Data for the task -
◇ ◇ ◇ ◇

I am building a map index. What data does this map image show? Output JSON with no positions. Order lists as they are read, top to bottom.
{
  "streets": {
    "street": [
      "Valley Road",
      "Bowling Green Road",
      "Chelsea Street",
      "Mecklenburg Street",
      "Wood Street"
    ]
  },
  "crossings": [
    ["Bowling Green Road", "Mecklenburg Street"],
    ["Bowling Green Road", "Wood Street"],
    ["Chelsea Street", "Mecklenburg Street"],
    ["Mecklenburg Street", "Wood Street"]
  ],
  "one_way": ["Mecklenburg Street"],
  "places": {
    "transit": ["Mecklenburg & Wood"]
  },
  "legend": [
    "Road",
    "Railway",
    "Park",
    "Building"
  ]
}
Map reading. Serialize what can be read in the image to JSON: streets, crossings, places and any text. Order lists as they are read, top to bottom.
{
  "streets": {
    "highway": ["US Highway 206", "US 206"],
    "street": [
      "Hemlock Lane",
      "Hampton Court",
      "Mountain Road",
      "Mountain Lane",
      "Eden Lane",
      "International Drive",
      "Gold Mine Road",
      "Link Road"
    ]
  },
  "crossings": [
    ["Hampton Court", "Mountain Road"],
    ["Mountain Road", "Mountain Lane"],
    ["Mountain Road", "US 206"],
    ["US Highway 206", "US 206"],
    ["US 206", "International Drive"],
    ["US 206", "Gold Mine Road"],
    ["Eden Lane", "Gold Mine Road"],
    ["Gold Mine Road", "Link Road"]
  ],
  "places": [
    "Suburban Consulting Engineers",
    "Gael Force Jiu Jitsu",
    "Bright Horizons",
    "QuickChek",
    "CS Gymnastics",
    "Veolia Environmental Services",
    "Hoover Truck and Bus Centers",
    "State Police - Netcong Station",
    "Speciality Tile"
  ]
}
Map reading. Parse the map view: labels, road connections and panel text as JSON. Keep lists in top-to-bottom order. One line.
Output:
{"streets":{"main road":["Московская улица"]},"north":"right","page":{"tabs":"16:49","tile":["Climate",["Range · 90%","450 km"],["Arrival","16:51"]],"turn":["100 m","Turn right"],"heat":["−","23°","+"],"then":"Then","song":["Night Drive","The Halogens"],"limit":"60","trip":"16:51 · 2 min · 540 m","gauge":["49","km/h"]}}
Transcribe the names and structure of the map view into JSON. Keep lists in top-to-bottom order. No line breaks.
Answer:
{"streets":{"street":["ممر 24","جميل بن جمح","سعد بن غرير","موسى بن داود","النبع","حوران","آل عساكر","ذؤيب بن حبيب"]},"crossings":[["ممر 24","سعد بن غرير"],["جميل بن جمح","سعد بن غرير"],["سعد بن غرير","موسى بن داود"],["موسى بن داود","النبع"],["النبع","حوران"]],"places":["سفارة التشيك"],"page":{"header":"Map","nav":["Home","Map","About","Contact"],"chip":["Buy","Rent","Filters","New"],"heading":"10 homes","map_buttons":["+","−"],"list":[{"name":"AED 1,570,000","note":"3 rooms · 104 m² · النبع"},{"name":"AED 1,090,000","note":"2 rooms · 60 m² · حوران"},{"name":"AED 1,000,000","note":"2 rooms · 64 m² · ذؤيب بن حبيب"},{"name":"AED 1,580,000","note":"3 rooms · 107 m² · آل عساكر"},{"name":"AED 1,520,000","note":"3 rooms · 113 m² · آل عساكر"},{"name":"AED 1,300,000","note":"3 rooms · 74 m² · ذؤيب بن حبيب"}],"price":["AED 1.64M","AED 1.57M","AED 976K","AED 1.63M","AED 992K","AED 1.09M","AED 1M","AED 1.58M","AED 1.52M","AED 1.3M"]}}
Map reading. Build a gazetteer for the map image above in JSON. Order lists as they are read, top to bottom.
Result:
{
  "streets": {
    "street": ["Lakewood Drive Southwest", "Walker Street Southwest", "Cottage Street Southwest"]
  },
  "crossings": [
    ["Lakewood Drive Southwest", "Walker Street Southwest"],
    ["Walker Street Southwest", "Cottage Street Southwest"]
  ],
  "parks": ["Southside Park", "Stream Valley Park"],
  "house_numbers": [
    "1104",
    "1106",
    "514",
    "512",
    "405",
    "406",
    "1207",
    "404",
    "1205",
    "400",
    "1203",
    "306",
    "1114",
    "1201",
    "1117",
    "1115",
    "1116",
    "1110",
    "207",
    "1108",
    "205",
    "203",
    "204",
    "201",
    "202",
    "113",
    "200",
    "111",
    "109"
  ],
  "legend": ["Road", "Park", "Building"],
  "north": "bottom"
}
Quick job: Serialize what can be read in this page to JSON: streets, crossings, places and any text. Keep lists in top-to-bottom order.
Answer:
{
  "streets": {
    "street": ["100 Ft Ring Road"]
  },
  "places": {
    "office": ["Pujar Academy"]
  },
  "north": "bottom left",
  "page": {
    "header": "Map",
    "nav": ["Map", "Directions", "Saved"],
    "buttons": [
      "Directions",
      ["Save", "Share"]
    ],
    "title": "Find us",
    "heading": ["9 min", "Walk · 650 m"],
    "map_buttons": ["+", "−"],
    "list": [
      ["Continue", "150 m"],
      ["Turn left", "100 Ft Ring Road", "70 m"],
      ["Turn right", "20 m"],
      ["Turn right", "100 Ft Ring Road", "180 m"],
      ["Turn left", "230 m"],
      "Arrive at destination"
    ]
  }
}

◇ ◇ ◇ ◇

Your task is an exact transcription of every line above.

Result below -
I am building a map index. What data does this map image show? Output JSON with no positions. Order lists as they are read, top to bottom.
{
  "streets": {
    "street": [
      "Valley Road",
      "Bowling Green Road",
      "Chelsea Street",
      "Mecklenburg Street",
      "Wood Street"
    ]
  },
  "crossings": [
    ["Bowling Green Road", "Mecklenburg Street"],
    ["Bowling Green Road", "Wood Street"],
    ["Chelsea Street", "Mecklenburg Street"],
    ["Mecklenburg Street", "Wood Street"]
  ],
  "one_way": ["Mecklenburg Street"],
  "places": {
    "transit": ["Mecklenburg & Wood"]
  },
  "legend": [
    "Road",
    "Railway",
    "Park",
    "Building"
  ]
}
Map reading. Serialize what can be read in the image to JSON: streets, crossings, places and any text. Order lists as they are read, top to bottom.
{
  "streets": {
    "highway": ["US Highway 206", "US 206"],
    "street": [
      "Hemlock Lane",
      "Hampton Court",
      "Mountain Road",
      "Mountain Lane",
      "Eden Lane",
      "International Drive",
      "Gold Mine Road",
      "Link Road"
    ]
  },
  "crossings": [
    ["Hampton Court", "Mountain Road"],
    ["Mountain Road", "Mountain Lane"],
    ["Mountain Road", "US 206"],
    ["US Highway 206", "US 206"],
    ["US 206", "International Drive"],
    ["US 206", "Gold Mine Road"],
    ["Eden Lane", "Gold Mine Road"],
    ["Gold Mine Road", "Link Road"]
  ],
  "places": [
    "Suburban Consulting Engineers",
    "Gael Force Jiu Jitsu",
    "Bright Horizons",
    "QuickChek",
    "CS Gymnastics",
    "Veolia Environmental Services",
    "Hoover Truck and Bus Centers",
    "State Police - Netcong Station",
    "Speciality Tile"
  ]
}
Map reading. Parse the map view: labels, road connections and panel text as JSON. Keep lists in top-to-bottom order. One line.
Output:
{"streets":{"main road":["Московская улица"]},"north":"right","page":{"tabs":"16:49","tile":["Climate",["Range · 90%","450 km"],["Arrival","16:51"]],"turn":["100 m","Turn right"],"heat":["−","23°","+"],"then":"Then","song":["Night Drive","The Halogens"],"limit":"60","trip":"16:51 · 2 min · 540 m","gauge":["49","km/h"]}}
Transcribe the names and structure of the map view into JSON. Keep lists in top-to-bottom order. No line breaks.
Answer:
{"streets":{"street":["ممر 24","جميل بن جمح","سعد بن غرير","موسى بن داود","النبع","حوران","آل عساكر","ذؤيب بن حبيب"]},"crossings":[["ممر 24","سعد بن غرير"],["جميل بن جمح","سعد بن غرير"],["سعد بن غرير","موسى بن داود"],["موسى بن داود","النبع"],["النبع","حوران"]],"places":["سفارة التشيك"],"page":{"header":"Map","nav":["Home","Map","About","Contact"],"chip":["Buy","Rent","Filters","New"],"heading":"10 homes","map_buttons":["+","−"],"list":[{"name":"AED 1,570,000","note":"3 rooms · 104 m² · النبع"},{"name":"AED 1,090,000","note":"2 rooms · 60 m² · حوران"},{"name":"AED 1,000,000","note":"2 rooms · 64 m² · ذؤيب بن حبيب"},{"name":"AED 1,580,000","note":"3 rooms · 107 m² · آل عساكر"},{"name":"AED 1,520,000","note":"3 rooms · 113 m² · آل عساكر"},{"name":"AED 1,300,000","note":"3 rooms · 74 m² · ذؤيب بن حبيب"}],"price":["AED 1.64M","AED 1.57M","AED 976K","AED 1.63M","AED 992K","AED 1.09M","AED 1M","AED 1.58M","AED 1.52M","AED 1.3M"]}}
Map reading. Build a gazetteer for the map image above in JSON. Order lists as they are read, top to bottom.
Result:
{
  "streets": {
    "street": ["Lakewood Drive Southwest", "Walker Street Southwest", "Cottage Street Southwest"]
  },
  "crossings": [
    ["Lakewood Drive Southwest", "Walker Street Southwest"],
    ["Walker Street Southwest", "Cottage Street Southwest"]
  ],
  "parks": ["Southside Park", "Stream Valley Park"],
  "house_numbers": [
    "1104",
    "1106",
    "514",
    "512",
    "405",
    "406",
    "1207",
    "404",
    "1205",
    "400",
    "1203",
    "306",
    "1114",
    "1201",
    "1117",
    "1115",
    "1116",
    "1110",
    "207",
    "1108",
    "205",
    "203",
    "204",
    "201",
    "202",
    "113",
    "200",
    "111",
    "109"
  ],
  "legend": ["Road", "Park", "Building"],
  "north": "bottom"
}
Quick job: Serialize what can be read in this page to JSON: streets, crossings, places and any text. Keep lists in top-to-bottom order.
Answer:
{
  "streets": {
    "street": ["100 Ft Ring Road"]
  },
  "places": {
    "office": ["Pujar Academy"]
  },
  "north": "bottom left",
  "page": {
    "header": "Map",
    "nav": ["Map", "Directions", "Saved"],
    "buttons": [
      "Directions",
      ["Save", "Share"]
    ],
    "title": "Find us",
    "heading": ["9 min", "Walk · 650 m"],
    "map_buttons": ["+", "−"],
    "list": [
      ["Continue", "150 m"],
      ["Turn left", "100 Ft Ring Road", "70 m"],
      ["Turn right", "20 m"],
      ["Turn right", "100 Ft Ring Road", "180 m"],
      ["Turn left", "230 m"],
      "Arrive at destination"
    ]
  }
}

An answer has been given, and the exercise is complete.